> **Problem requirements**
The answer must consist of every line in the records below that contains the string "Francesco".

> **Working data**
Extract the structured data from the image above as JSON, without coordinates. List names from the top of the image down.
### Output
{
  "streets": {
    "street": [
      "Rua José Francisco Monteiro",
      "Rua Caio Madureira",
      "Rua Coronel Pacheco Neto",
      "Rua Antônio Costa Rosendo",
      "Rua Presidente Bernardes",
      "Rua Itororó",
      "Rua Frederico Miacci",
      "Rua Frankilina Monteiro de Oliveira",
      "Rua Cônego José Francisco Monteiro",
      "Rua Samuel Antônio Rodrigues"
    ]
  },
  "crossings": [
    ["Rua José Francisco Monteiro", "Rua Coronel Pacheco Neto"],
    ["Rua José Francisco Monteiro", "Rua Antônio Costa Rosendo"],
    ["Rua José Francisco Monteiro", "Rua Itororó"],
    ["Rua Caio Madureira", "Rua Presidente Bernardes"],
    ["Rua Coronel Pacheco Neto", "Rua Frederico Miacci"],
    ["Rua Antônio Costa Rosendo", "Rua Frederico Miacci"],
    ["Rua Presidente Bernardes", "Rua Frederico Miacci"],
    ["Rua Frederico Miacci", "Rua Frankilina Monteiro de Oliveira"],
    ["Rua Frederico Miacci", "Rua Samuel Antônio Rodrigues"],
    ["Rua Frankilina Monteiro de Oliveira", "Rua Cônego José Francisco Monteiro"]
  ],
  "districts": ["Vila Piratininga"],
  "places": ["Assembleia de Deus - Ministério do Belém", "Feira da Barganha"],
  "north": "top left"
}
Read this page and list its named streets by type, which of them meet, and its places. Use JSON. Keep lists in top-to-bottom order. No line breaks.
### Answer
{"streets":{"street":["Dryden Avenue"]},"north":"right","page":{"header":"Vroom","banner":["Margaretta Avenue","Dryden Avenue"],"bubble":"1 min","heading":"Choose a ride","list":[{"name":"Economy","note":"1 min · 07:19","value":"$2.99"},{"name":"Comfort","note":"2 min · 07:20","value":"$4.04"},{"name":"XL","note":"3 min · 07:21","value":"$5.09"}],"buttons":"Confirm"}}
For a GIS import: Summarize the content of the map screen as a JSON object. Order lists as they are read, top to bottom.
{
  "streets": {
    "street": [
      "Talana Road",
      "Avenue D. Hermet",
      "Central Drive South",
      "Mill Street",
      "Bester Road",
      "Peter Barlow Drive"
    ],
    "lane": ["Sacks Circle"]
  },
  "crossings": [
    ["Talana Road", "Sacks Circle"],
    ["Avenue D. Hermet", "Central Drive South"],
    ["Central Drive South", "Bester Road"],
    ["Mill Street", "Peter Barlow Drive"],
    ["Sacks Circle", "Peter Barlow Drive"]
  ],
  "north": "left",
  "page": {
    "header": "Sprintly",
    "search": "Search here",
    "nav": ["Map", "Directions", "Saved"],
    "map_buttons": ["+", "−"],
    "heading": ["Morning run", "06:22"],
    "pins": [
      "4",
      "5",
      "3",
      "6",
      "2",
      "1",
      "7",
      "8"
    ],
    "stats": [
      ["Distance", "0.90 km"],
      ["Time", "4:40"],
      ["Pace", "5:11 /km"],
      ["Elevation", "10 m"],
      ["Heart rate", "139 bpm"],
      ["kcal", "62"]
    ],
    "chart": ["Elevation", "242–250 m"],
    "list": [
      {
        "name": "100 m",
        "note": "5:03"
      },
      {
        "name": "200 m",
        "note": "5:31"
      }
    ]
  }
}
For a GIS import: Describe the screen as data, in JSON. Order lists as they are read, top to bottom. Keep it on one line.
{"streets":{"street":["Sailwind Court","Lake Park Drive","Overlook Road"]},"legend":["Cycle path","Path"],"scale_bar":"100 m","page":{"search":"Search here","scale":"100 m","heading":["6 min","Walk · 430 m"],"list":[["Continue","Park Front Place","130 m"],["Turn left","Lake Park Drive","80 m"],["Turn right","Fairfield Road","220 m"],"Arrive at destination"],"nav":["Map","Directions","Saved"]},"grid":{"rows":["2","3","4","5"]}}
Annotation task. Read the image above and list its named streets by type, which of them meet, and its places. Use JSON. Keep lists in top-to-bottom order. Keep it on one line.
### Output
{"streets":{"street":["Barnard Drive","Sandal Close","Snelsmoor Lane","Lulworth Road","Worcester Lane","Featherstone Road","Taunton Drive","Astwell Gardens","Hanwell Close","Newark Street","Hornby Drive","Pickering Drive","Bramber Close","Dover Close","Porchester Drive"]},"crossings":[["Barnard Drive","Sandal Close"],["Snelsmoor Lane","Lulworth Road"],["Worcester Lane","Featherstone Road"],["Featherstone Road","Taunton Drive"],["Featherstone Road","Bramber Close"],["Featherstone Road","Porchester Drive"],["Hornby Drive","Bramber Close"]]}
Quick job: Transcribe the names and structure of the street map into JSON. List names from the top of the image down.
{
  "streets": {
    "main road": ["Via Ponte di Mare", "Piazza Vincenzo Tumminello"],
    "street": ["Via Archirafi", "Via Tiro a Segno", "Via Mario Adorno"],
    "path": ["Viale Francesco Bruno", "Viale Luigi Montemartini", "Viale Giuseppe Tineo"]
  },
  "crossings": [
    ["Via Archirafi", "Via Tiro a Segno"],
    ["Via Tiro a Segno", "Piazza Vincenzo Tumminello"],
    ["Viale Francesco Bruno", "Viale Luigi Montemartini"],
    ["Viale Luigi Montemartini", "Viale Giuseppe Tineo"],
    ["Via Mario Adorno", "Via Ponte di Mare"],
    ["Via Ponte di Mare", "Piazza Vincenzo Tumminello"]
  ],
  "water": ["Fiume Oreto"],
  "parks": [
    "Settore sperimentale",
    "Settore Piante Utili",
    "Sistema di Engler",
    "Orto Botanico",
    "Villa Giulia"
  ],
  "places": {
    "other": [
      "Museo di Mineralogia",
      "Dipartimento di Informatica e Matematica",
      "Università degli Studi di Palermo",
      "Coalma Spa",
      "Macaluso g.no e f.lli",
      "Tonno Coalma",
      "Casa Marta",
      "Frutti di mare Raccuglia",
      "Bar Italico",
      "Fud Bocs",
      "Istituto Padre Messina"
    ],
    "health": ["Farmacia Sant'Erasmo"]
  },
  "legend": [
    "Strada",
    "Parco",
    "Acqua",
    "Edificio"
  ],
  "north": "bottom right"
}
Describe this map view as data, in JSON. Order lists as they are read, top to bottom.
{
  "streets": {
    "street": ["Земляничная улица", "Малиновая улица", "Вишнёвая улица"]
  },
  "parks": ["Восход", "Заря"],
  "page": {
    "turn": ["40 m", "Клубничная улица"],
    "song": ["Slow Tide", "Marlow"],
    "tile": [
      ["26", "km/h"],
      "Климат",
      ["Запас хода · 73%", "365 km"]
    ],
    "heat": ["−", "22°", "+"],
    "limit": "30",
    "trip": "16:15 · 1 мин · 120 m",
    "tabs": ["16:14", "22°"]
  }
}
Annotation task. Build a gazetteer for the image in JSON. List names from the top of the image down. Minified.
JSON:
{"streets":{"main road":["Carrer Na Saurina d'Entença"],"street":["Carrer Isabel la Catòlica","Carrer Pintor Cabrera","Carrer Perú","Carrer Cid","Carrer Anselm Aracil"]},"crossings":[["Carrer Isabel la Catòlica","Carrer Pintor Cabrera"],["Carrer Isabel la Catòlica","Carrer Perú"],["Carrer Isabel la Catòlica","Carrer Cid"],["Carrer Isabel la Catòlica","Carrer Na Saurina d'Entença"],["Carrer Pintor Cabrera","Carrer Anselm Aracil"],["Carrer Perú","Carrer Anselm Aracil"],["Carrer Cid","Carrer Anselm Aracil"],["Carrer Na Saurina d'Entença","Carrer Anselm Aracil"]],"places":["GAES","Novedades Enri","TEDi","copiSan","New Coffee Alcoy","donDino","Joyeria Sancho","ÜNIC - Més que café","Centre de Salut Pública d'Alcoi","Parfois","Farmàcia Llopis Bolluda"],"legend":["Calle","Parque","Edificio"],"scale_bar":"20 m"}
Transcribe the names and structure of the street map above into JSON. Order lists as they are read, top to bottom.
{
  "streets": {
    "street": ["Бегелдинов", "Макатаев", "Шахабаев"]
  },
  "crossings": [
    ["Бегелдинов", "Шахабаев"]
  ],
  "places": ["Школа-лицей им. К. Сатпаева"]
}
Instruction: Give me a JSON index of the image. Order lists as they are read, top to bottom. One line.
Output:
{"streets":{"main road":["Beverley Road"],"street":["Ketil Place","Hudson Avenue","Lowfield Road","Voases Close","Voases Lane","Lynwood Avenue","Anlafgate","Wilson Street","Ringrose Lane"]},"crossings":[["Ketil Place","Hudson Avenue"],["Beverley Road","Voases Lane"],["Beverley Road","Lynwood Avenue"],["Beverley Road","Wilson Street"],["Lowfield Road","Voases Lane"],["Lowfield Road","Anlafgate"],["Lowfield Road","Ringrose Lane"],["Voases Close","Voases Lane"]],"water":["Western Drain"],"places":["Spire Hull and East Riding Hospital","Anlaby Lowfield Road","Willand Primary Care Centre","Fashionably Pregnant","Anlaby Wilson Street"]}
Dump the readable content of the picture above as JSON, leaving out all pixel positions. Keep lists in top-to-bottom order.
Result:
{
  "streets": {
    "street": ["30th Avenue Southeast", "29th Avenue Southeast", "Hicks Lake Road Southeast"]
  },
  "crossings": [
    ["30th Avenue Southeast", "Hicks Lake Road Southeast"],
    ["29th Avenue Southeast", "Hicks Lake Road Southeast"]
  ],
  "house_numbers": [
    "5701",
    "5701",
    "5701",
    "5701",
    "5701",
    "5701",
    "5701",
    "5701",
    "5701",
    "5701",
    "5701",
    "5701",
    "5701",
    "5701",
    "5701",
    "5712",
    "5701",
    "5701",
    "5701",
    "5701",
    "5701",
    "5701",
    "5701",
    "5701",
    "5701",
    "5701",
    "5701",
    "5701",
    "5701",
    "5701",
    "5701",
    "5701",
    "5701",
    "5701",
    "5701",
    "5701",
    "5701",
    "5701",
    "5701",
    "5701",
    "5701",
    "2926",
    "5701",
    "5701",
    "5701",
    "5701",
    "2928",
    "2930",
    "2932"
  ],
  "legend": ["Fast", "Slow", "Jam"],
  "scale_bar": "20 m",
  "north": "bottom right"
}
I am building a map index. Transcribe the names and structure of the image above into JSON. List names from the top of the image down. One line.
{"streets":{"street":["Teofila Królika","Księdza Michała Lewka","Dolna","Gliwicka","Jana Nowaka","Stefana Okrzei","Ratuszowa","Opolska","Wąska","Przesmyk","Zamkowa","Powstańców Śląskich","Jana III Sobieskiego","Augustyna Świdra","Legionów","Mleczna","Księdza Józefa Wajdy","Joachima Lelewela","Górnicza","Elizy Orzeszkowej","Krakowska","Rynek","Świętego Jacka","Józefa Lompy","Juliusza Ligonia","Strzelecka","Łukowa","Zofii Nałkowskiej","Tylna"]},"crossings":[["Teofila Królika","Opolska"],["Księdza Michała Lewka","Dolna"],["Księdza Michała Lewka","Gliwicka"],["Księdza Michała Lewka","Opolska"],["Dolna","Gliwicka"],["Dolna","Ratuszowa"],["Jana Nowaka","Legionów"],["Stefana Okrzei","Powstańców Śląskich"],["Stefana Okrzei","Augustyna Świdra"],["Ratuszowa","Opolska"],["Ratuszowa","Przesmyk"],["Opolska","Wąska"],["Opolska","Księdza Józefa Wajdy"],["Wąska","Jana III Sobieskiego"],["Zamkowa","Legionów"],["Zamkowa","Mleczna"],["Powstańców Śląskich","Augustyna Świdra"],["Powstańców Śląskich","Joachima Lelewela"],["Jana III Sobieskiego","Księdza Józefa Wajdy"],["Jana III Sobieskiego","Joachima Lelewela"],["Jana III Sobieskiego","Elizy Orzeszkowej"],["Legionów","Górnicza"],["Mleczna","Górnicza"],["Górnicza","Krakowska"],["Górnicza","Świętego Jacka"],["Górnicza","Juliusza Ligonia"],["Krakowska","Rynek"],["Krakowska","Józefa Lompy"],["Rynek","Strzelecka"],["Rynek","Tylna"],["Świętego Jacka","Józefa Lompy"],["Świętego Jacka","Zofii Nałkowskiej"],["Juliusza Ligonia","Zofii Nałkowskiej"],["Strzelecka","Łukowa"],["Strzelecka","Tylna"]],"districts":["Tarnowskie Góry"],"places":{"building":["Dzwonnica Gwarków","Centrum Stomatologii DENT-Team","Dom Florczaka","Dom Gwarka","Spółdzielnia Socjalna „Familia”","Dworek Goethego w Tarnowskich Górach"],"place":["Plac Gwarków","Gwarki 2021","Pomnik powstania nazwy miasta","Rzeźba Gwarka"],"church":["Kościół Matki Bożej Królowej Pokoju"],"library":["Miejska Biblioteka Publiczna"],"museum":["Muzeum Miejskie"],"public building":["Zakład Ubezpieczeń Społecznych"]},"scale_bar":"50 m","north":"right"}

> **Task output**
    "path": ["Viale Francesco Bruno", "Viale Luigi Montemartini", "Viale Giuseppe Tineo"]
    ["Viale Francesco Bruno", "Viale Luigi Montemartini"],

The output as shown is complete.